- Your goal -
Repeat the records in full. No pictures belong in the copy.

- Dataset items -

━━━━━━━━━━━━━━━━━━━━

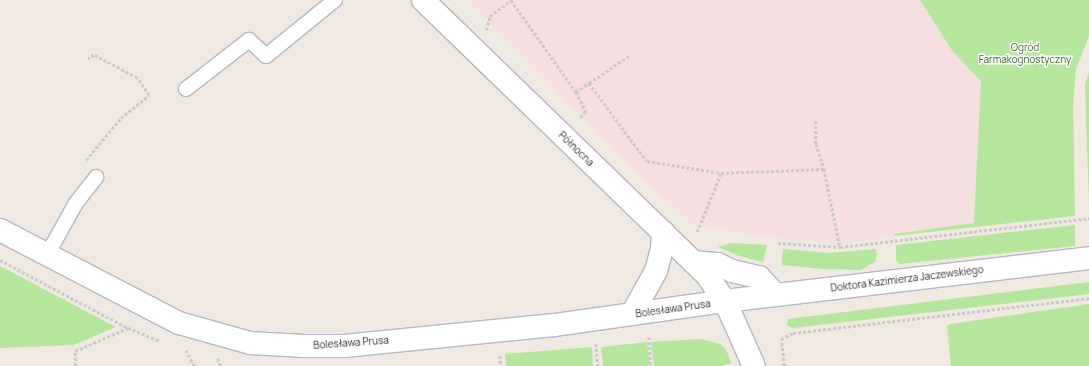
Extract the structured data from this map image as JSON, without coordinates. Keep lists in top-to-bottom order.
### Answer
{
  "streets": {
    "street": ["Północna", "Doktora Kazimierza Jaczewskiego", "Bolesława Prusa"]
  },
  "crossings": [
    ["Północna", "Doktora Kazimierza Jaczewskiego"],
    ["Północna", "Bolesława Prusa"],
    ["Doktora Kazimierza Jaczewskiego", "Bolesława Prusa"]
  ],
  "parks": ["Ogród Farmakognostyczny"]
}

━━━━━━━━━━━━━━━━━━━━

- Output of the task -
Extract the structured data from this map image as JSON, without coordinates. Keep lists in top-to-bottom order.
### Answer
{
  "streets": {
    "street": ["Północna", "Doktora Kazimierza Jaczewskiego", "Bolesława Prusa"]
  },
  "crossings": [
    ["Północna", "Doktora Kazimierza Jaczewskiego"],
    ["Północna", "Bolesława Prusa"],
    ["Doktora Kazimierza Jaczewskiego", "Bolesława Prusa"]
  ],
  "parks": ["Ogród Farmakognostyczny"]
}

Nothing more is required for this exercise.